Transport of mitochondria into neurites of differentiated neuroblastoma cells is impaired by overexpression of tau. Tau40-stable (a–c) and mock-transfected N2a cells (d–f) were differentiated for 2 d by addition of 1 μM retinoic acid into medium containing 0.1% fetal calf serum and fixed in methanol. Mitochondria were visualized with MitoTracker™ Green (a and d), immunostaining was done with antibodies against tubulin (b and e) and tau (c and f). It can be clearly seen that significantly fewer mitochondria are present in the neurites of tau-stable cells in contrast to control cells (compare a and d, and Table I). In addition, mitochondria in tau-stable cells appear to be more clustered in the vicinity of the MTOC (a), similar to tau-stable CHO cells. The comparable staining intensity of the cell bodies indicates that the clustering effect is not due to a lower number of mitochondria in the tau-transfected cell. Bar, 10 μm.

Figure 14

The expansion of the endoplasmic reticulum in differentiated neuroblastoma cells is significantly reduced by overexpression of tau. Tau-stable N2a cells (a–c) or mock-transfected cells (d–f) were induced to differentiate, and then fixed in paraformaldehyde and triple-labeled with antibodies against the ER (a and d), tubulin (b and e), and tau (c and f).
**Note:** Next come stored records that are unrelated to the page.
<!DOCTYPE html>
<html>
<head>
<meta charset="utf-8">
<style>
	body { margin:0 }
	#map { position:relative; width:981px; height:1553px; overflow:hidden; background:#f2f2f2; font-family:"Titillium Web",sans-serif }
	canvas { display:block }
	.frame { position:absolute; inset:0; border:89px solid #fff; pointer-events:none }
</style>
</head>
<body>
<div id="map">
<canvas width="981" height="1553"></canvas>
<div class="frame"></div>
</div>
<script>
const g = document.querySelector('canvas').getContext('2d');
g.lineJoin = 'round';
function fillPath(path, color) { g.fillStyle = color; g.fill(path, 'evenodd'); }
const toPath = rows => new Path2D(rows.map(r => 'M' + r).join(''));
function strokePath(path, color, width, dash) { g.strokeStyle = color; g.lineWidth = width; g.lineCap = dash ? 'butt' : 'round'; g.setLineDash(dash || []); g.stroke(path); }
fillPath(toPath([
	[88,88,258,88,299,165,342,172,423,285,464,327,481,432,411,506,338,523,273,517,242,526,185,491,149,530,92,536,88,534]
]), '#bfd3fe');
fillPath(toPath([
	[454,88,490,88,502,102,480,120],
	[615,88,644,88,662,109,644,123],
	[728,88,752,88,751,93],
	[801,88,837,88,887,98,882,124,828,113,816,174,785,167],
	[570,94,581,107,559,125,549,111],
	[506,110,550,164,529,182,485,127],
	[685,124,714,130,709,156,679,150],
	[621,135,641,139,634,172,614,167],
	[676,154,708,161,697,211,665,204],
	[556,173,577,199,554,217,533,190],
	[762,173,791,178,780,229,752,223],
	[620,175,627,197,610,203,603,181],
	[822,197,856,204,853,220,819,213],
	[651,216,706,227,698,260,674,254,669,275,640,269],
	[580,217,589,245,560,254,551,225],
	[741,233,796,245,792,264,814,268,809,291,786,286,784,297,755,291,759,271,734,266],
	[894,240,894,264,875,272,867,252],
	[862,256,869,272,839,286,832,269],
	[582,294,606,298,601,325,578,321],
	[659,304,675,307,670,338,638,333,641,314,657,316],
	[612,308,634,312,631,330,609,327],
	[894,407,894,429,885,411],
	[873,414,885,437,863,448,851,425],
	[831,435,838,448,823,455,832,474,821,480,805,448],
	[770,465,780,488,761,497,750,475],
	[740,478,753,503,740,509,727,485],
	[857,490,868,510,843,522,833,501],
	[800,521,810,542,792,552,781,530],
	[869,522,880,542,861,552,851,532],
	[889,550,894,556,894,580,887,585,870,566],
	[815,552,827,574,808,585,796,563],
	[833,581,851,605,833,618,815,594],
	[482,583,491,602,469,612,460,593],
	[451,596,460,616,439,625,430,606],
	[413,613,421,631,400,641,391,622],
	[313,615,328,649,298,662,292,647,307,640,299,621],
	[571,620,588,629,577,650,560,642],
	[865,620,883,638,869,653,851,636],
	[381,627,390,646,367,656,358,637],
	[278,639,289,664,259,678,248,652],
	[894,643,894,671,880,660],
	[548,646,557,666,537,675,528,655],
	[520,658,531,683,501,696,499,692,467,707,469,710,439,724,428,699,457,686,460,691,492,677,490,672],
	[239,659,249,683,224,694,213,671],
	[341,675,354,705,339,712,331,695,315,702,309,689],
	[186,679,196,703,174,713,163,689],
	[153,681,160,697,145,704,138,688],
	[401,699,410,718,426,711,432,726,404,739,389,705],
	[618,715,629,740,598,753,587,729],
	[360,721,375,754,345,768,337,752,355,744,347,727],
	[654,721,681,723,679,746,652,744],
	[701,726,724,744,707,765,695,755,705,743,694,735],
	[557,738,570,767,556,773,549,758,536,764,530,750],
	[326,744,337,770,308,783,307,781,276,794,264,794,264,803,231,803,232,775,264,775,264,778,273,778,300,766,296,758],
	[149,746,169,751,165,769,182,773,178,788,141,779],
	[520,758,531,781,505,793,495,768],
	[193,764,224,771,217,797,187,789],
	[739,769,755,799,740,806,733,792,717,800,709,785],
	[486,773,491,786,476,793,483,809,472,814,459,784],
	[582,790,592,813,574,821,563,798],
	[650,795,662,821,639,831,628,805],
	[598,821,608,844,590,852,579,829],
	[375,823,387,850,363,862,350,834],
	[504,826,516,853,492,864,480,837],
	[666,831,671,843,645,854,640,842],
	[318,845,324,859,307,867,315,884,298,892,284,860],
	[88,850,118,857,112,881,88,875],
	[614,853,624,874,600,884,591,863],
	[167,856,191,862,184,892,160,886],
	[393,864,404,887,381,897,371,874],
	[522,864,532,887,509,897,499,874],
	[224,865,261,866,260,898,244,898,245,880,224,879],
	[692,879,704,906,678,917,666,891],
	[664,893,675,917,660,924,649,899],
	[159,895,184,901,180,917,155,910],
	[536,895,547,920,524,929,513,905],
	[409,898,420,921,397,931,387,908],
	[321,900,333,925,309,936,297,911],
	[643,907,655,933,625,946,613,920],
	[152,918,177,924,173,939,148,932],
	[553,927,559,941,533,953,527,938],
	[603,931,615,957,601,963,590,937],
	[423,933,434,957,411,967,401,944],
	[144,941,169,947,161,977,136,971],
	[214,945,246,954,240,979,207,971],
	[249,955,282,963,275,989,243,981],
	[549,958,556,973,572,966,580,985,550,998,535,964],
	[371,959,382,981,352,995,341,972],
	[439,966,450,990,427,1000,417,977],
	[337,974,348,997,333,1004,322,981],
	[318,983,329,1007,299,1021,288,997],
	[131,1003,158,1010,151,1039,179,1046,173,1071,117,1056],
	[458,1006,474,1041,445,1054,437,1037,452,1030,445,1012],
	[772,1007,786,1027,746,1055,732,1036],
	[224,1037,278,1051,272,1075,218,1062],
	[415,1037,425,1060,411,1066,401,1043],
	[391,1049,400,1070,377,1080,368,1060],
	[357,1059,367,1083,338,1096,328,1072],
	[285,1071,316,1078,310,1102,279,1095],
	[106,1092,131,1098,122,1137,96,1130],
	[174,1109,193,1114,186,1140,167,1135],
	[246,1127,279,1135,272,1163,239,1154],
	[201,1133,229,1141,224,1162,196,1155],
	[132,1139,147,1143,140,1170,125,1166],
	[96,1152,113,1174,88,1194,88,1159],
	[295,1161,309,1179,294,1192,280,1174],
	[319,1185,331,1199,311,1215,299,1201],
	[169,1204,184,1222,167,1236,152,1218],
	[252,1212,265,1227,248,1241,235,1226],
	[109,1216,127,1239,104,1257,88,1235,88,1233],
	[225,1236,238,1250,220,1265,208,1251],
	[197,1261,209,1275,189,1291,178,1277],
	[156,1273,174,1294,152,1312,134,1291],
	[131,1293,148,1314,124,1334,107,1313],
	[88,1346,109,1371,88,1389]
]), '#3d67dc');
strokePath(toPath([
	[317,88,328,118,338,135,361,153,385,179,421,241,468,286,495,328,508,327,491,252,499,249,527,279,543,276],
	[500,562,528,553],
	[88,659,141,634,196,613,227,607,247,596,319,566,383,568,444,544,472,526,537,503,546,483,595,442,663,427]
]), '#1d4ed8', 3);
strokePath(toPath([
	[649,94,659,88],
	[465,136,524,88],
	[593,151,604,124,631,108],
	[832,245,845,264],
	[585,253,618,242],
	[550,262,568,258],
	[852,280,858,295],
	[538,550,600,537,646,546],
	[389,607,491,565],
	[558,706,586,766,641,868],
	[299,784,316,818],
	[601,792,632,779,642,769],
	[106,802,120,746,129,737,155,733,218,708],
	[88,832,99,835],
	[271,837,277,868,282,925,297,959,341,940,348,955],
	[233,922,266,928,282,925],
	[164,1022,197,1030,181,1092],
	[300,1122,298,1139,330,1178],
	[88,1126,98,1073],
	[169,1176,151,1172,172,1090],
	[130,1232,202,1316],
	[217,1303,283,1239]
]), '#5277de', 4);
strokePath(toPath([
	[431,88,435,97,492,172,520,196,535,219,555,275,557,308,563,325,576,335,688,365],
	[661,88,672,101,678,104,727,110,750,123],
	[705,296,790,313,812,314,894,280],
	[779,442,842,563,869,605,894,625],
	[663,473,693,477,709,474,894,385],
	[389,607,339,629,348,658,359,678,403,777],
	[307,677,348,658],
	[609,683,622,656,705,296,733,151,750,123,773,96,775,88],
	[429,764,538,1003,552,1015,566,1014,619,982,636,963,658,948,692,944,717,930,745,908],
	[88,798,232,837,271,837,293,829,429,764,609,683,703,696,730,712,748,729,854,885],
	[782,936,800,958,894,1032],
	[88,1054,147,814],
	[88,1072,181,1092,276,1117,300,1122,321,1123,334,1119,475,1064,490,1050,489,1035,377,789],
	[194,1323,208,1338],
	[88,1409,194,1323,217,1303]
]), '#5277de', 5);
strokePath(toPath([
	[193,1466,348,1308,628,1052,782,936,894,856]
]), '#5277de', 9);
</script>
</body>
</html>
In contrast to control cells, ∼82% of tau-stable neuroblastoma cells show the ER clustered at one side of the nucleus (a), whereas in mock-transfected cells the ER surrounds the entire nucleus (d; compare Table I). Furthermore, the expansion of the ER into the neurites in control cells (d) can clearly be seen. In tau-stable cells, only a faint signal of ER-immunoreactivity is visible in neuritic processes. The total intensity of the ER stain is the same in both cells. Arrowheads in a and d are indicating the position of the neurite relative to the cell body. Bar, 10 μm.